Meet our alumni

Murray Gibson

Diploma  

My life is surrounded by visual art. It’s fundamental to who I am.

MURRAY GIBSON, DIPLOMA, 1985, TEXTILES
ALUMNI DISCOVERY INITIATIVE INTERVIEW​ BY JENNIE ALVES, JULY 2015

Untitled-1 MG Final Collage 790 x 450.jpeg

From top left to bottom right: Let’s Go to The People’s Place, 2011, 36 x 48 inches, wool.
Inspired by the artwork of: Michael Boddy, Tommy Landry, Lisa Leuschner, Mary Anne MacKinnon, Cory Pelly, and Matthew Wright from L’Arche Antigonish.
Commissioned for The People’s Place Library, Antigonish, Nova Scotia.
Ozymandias, 1985, 84 x 60 inches, hand-dyed wool and silk
The Lady of Shalott, 2006, 24 x 4 inches, wool and cotton
Arachne, 2016, 24 x 24 inches, wool and cotton
Bitter Harvest, 1991, 60 x 36 inches, wool, silk, gold, Private Collection

JENNIE ALVES: What did you major in while studying at ACAD? What year did you graduate?

MURRAY GIBSON: In 1985; I graduated from the Textiles Department – it is called Fibre now. I started out in VC and later switched my major.

ALVES: What can you remember of the community atmosphere of ACAD?

GIBSON: Importantly, when I was at ACA, I was involved in the push for autonomy from SAIT; that’s when ACA became its own entity during 1984-85. So that informed the community atmosphere at the time: it united the faculty and the students during a difficult time.

ALVES: What can you remember of your experience with instructors at ACAD?

GIBSON: One important memory is the respect from the instructors and my respect for the instructors who encouraged me to keep pushing myself a little further because they were willing to offer so much to me.
The head of VC at that time was Keith Thomson; I remember him because, when I left VC to major in Textiles, he allowed me to continue taking design courses which he didn’t have to do, and I thought that was great. And, of course, I had the dedicated instructors in Textiles: Bill Morton, Jane Kidd and Wendy Toogood (among others) – I’m still friends with them thirty years on. George Wood was my first year 2D Design and Colour Theory instructor; his was possibly the most important class I took at ACA. I still rely on the knowledge I got in his course thirty years ago when I’m creating my artwork today.

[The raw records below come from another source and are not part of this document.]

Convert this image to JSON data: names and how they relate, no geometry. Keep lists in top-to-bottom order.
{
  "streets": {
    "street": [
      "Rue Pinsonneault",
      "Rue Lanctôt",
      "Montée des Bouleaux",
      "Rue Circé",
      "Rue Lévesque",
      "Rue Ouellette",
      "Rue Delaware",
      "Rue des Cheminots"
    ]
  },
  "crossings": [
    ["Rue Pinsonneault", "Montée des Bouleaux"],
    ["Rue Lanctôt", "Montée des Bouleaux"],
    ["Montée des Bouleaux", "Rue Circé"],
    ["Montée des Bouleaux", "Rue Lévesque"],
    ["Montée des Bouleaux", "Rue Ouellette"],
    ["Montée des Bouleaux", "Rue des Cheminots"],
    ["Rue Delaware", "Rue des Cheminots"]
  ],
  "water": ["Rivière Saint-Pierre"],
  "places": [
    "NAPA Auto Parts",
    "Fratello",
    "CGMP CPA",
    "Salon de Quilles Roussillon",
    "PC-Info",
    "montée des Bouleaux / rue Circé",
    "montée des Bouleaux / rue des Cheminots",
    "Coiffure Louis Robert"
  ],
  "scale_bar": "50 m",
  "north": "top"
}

There was another course called “Architectural Commissions”; it was taught by Maureen Enns. She devoted so much time and energy to this class. Maureen taught us business skills and how to make proposals for commissions. Then she ran all over the city getting us commissions. Maureen asked us who we would like to partner with in a commission and then she worked her hardest to make that happen. As a tapestry artist I asked if I could work with an interior designer and that’s what Maureen did for me; partnered me with an interior designer and that’s how I got my first residential commission. So that, again, was a really important relationship with an instructor.

Something that sticks with me from my final year was I was able to coordinate all my classes so they all informed each other and I didn’t see them as separate classes – they all flowed into each other. I particularly remember my drawing class; everything I was drawing for that class was directly related to a design for my grad piece tapestry. It just flowed as an artist would work in their studio.

ALVES: How did your education at ACAD direct your career?

GIBSON: Well… that’s what I do; my life is surrounded by visual art. It’s fundamental to who I am. I was studying science at university and for some reason I left it because I thought I could become an artist. When I went to ACA, in that very first term, I suddenly knew this was the right thing for me to do: I knew it in my heart. On the first day of the term all the first year students gathered in the lecture hall and the Head of ACA, Ken Sturdy, came in and gave us words of encouragement. He also said, “only 4% of you are actually going to go on to a career in visual art”: I took that as a challenge – I thought, “I’m going to be one of those people; I’m going to be one of that 4%.”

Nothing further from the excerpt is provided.